# What this task involves
Would you transcribe the whole listing exactly, minus its pictures?

# Data supplied
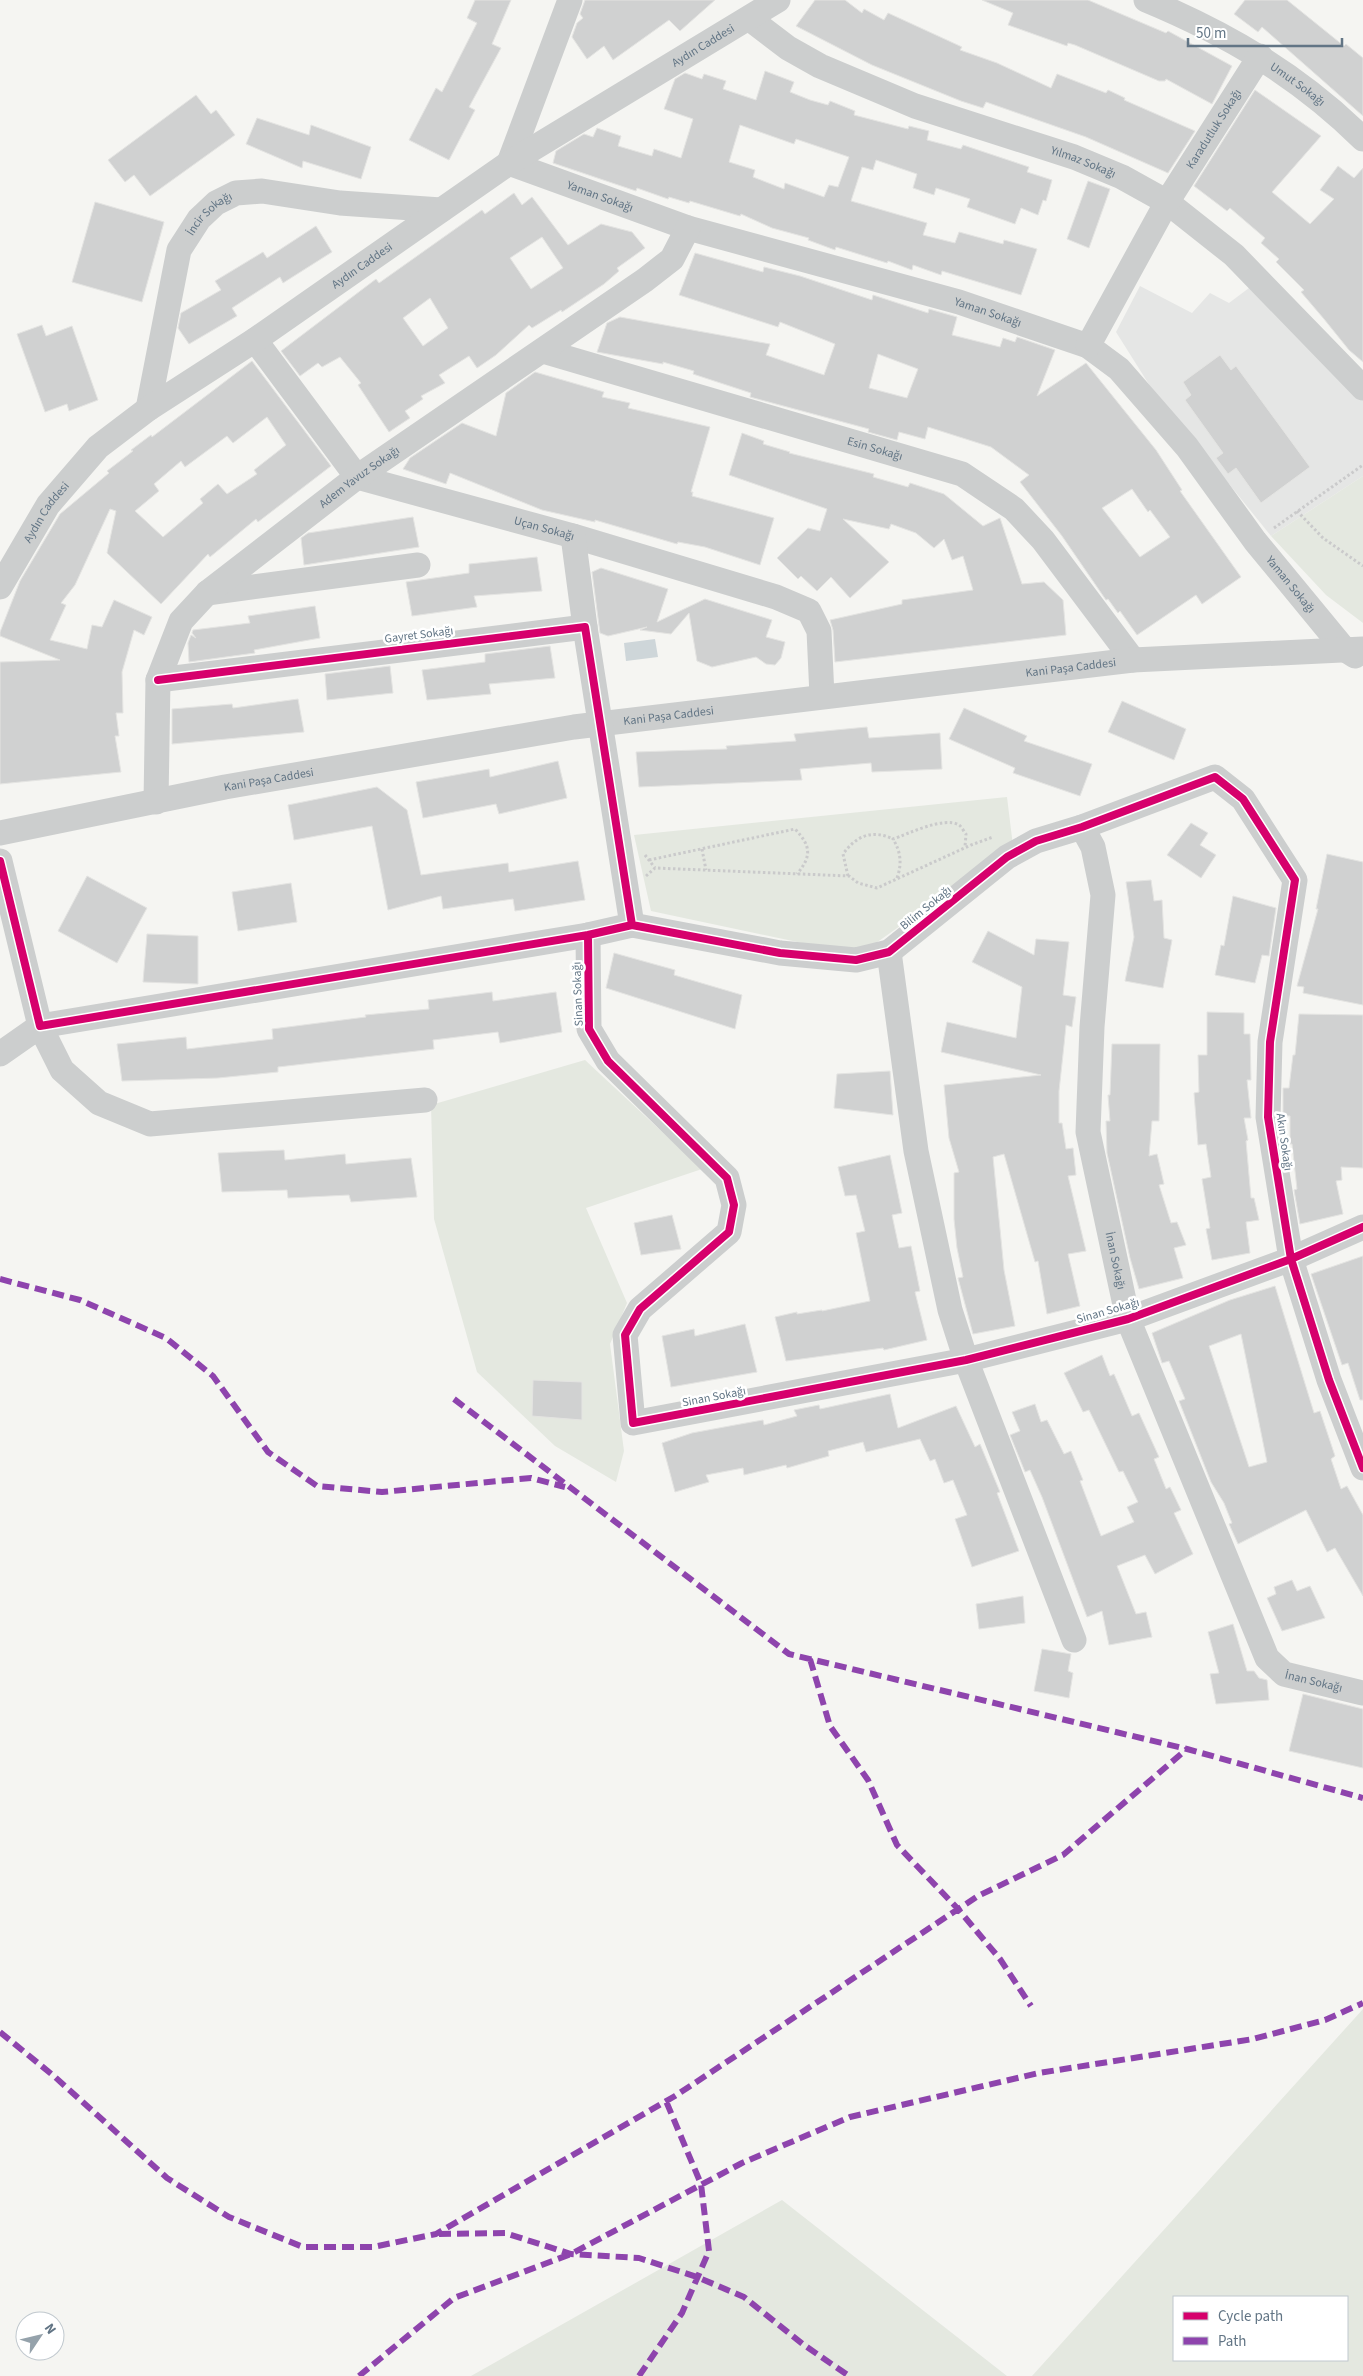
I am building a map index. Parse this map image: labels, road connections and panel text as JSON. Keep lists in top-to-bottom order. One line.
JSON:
{"streets":{"street":["Aydın Caddesi","Umut Sokağı","Karadutluk Sokağı","Yılmaz Sokağı","Yaman Sokağı","İncir Sokağı","Esin Sokağı","Adem Yavuz Sokağı","Uçan Sokağı","Gayret Sokağı","Kani Paşa Caddesi","Bilim Sokağı","Sinan Sokağı","Akın Sokağı","İnan Sokağı"]},"crossings":[["Aydın Caddesi","Yılmaz Sokağı"],["Aydın Caddesi","Yaman Sokağı"],["Aydın Caddesi","İncir Sokağı"],["Umut Sokağı","Karadutluk Sokağı"],["Karadutluk Sokağı","Yılmaz Sokağı"],["Karadutluk Sokağı","Yaman Sokağı"],["Yaman Sokağı","Adem Yavuz Sokağı"],["Yaman Sokağı","Kani Paşa Caddesi"],["Esin Sokağı","Adem Yavuz Sokağı"],["Esin Sokağı","Kani Paşa Caddesi"],["Adem Yavuz Sokağı","Uçan Sokağı"],["Adem Yavuz Sokağı","Gayret Sokağı"],["Adem Yavuz Sokağı","Kani Paşa Caddesi"],["Uçan Sokağı","Kani Paşa Caddesi"],["Bilim Sokağı","Akın Sokağı"],["Bilim Sokağı","İnan Sokağı"],["Sinan Sokağı","Akın Sokağı"],["Sinan Sokağı","İnan Sokağı"]],"legend":["Cycle path","Path"],"scale_bar":"50 m","north":"top right"}
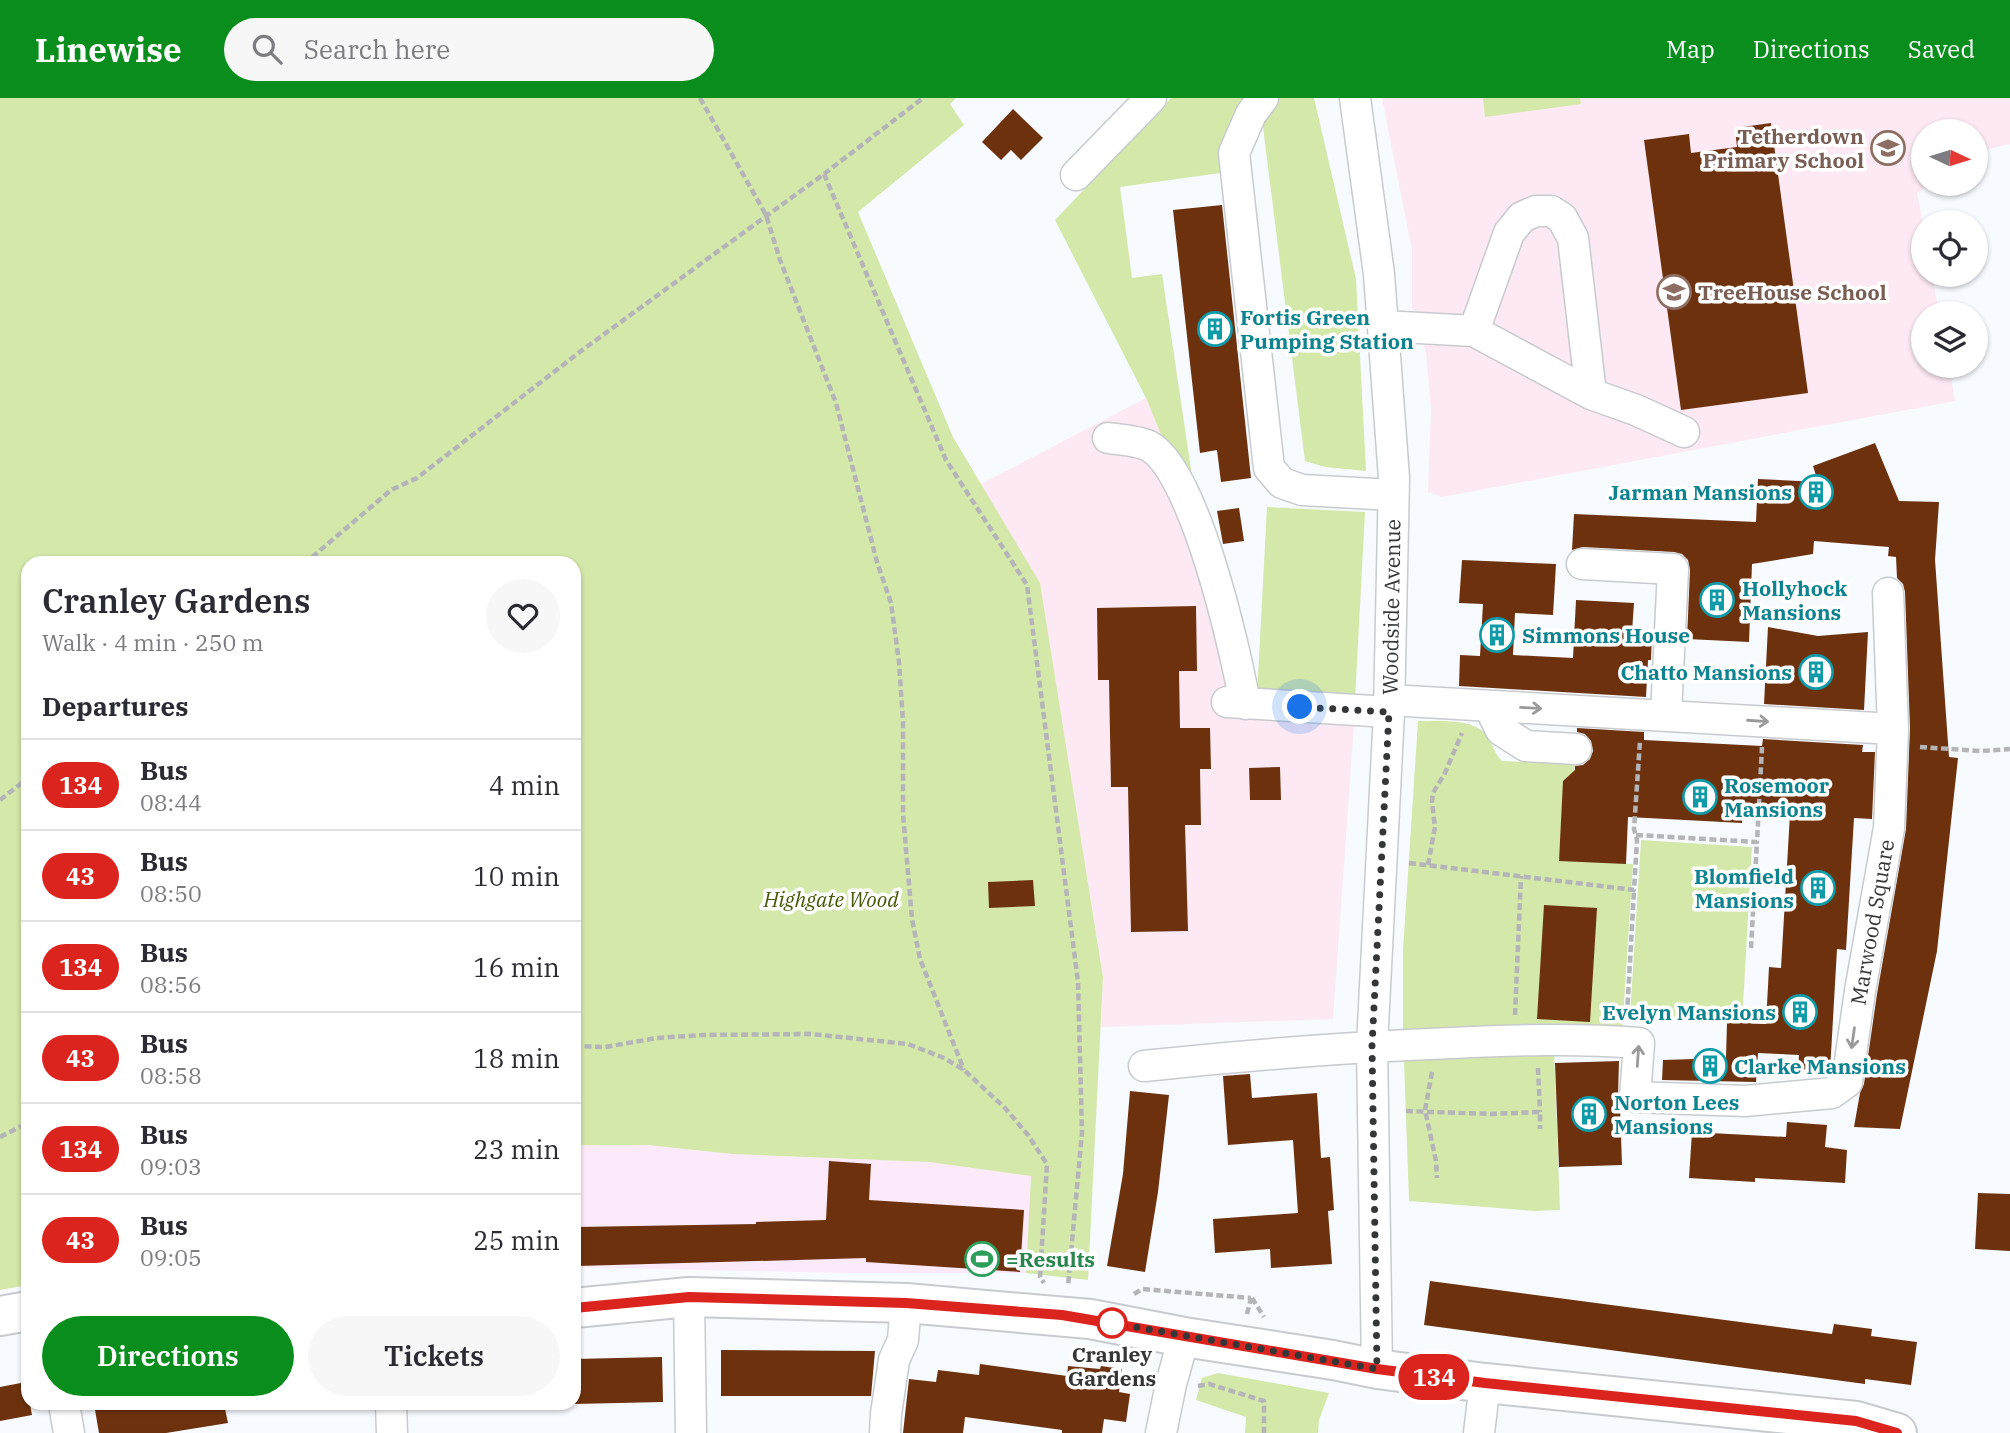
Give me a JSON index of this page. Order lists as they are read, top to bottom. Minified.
{"streets":{"street":["Woodside Avenue","Marwood Square"]},"parks":["Highgate Wood"],"places":{"school or university":["Tetherdown Primary School","TreeHouse School"],"building":["Fortis Green Pumping Station","Jarman Mansions","Hollyhock Mansions","Simmons House","Chatto Mansions","Rosemoor Mansions","Blomfield Mansions","Evelyn Mansions","Clarke Mansions","Norton Lees Mansions"],"sports":["=Results"],"other":["Cranley Gardens"]},"lines":["bus line 134"],"north":"right","page":{"header":"Linewise","search":"Search here","nav":["Map","Directions","Saved"],"on_map":"134","heading":[["Cranley Gardens","Walk · 4 min · 250 m"],"Departures"],"list":[{"mark":"134","name":"Bus","note":"08:44","value":"4 min"},{"mark":"43","name":"Bus","note":"08:50","value":"10 min"},{"mark":"134","name":"Bus","note":"08:56","value":"16 min"},{"mark":"43","name":"Bus","note":"08:58","value":"18 min"},{"mark":"134","name":"Bus","note":"09:03","value":"23 min"},{"mark":"43","name":"Bus","note":"09:05","value":"25 min"}],"buttons":["Directions","Tickets"]}}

# Task result
I am building a map index. Parse this map image: labels, road connections and panel text as JSON. Keep lists in top-to-bottom order. One line.
JSON:
{"streets":{"street":["Aydın Caddesi","Umut Sokağı","Karadutluk Sokağı","Yılmaz Sokağı","Yaman Sokağı","İncir Sokağı","Esin Sokağı","Adem Yavuz Sokağı","Uçan Sokağı","Gayret Sokağı","Kani Paşa Caddesi","Bilim Sokağı","Sinan Sokağı","Akın Sokağı","İnan Sokağı"]},"crossings":[["Aydın Caddesi","Yılmaz Sokağı"],["Aydın Caddesi","Yaman Sokağı"],["Aydın Caddesi","İncir Sokağı"],["Umut Sokağı","Karadutluk Sokağı"],["Karadutluk Sokağı","Yılmaz Sokağı"],["Karadutluk Sokağı","Yaman Sokağı"],["Yaman Sokağı","Adem Yavuz Sokağı"],["Yaman Sokağı","Kani Paşa Caddesi"],["Esin Sokağı","Adem Yavuz Sokağı"],["Esin Sokağı","Kani Paşa Caddesi"],["Adem Yavuz Sokağı","Uçan Sokağı"],["Adem Yavuz Sokağı","Gayret Sokağı"],["Adem Yavuz Sokağı","Kani Paşa Caddesi"],["Uçan Sokağı","Kani Paşa Caddesi"],["Bilim Sokağı","Akın Sokağı"],["Bilim Sokağı","İnan Sokağı"],["Sinan Sokağı","Akın Sokağı"],["Sinan Sokağı","İnan Sokağı"]],"legend":["Cycle path","Path"],"scale_bar":"50 m","north":"top right"}
Give me a JSON index of this page. Order lists as they are read, top to bottom. Minified.
{"streets":{"street":["Woodside Avenue","Marwood Square"]},"parks":["Highgate Wood"],"places":{"school or university":["Tetherdown Primary School","TreeHouse School"],"building":["Fortis Green Pumping Station","Jarman Mansions","Hollyhock Mansions","Simmons House","Chatto Mansions","Rosemoor Mansions","Blomfield Mansions","Evelyn Mansions","Clarke Mansions","Norton Lees Mansions"],"sports":["=Results"],"other":["Cranley Gardens"]},"lines":["bus line 134"],"north":"right","page":{"header":"Linewise","search":"Search here","nav":["Map","Directions","Saved"],"on_map":"134","heading":[["Cranley Gardens","Walk · 4 min · 250 m"],"Departures"],"list":[{"mark":"134","name":"Bus","note":"08:44","value":"4 min"},{"mark":"43","name":"Bus","note":"08:50","value":"10 min"},{"mark":"134","name":"Bus","note":"08:56","value":"16 min"},{"mark":"43","name":"Bus","note":"08:58","value":"18 min"},{"mark":"134","name":"Bus","note":"09:03","value":"23 min"},{"mark":"43","name":"Bus","note":"09:05","value":"25 min"}],"buttons":["Directions","Tickets"]}}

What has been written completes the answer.